There are different types of problems of the mind and spirit...and thus, different approaches to treating those different problems.
I agree that it's not advisable to encourage not confronting past events, but each individual has to be evaluated is the point and a blanket methodology change of just closing the books on past events is not a good idea. It's only contributing to further problems, in my view. It also encourages gross generalities about the self that fits best into liberal ideology.
Albert Ellis has been advocating this approach for over 50 years.
I'm a fan of cognitive behavioral therapy (CBT), which basically involves teaching a person to challenge their negative thought patterns with realistic positive ones, and change their negative-reinforcing behavior.

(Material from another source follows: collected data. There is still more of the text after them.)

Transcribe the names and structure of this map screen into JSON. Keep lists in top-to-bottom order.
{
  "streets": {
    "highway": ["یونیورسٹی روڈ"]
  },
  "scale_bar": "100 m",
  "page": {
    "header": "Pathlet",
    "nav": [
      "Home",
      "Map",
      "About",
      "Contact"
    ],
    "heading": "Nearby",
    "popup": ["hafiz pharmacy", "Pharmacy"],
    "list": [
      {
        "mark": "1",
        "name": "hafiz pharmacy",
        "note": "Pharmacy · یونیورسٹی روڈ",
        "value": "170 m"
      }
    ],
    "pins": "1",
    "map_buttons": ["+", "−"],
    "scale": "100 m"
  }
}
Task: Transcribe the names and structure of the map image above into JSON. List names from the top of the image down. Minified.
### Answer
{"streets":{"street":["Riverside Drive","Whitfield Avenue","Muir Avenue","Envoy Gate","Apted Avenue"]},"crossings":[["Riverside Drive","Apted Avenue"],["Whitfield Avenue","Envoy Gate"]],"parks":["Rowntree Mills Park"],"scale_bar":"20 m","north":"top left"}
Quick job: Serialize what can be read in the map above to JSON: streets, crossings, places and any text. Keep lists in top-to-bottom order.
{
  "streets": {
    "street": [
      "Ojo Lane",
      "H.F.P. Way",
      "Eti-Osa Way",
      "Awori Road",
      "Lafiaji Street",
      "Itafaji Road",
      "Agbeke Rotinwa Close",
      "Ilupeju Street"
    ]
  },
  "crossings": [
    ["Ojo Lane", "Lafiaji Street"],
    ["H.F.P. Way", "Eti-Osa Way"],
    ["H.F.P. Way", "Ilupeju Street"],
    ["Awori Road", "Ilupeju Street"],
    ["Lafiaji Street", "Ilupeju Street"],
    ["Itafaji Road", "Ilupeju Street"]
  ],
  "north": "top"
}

However, I really don't think it is the answer for everyone or even most. Psychoanalysis definitely has its problems and maybe it should be scrapped, but ignoring the past is not always a good idea. Sometimes patterns show up in the past that can really help a person to understand why they are having problems and thus change it permanently. Also, sometimes events or people from the past have to be dealt with in some way.
Thousands? Make that millions. Psychology is almost completely baseless. Freudianism was invented out of whole cloth. Jung was an occultist. And Behaviorism tells you that people avoid things that hurt them. Psychology vies with modern art as the longest running hoax in history.
Moreover, research is demonstrating that "lay therapists" have a better success rate with their patients than psychologists. Get a good spiritual advisor or talk to a good friend. Better yet, obey the Commandments, and you'll sleep well.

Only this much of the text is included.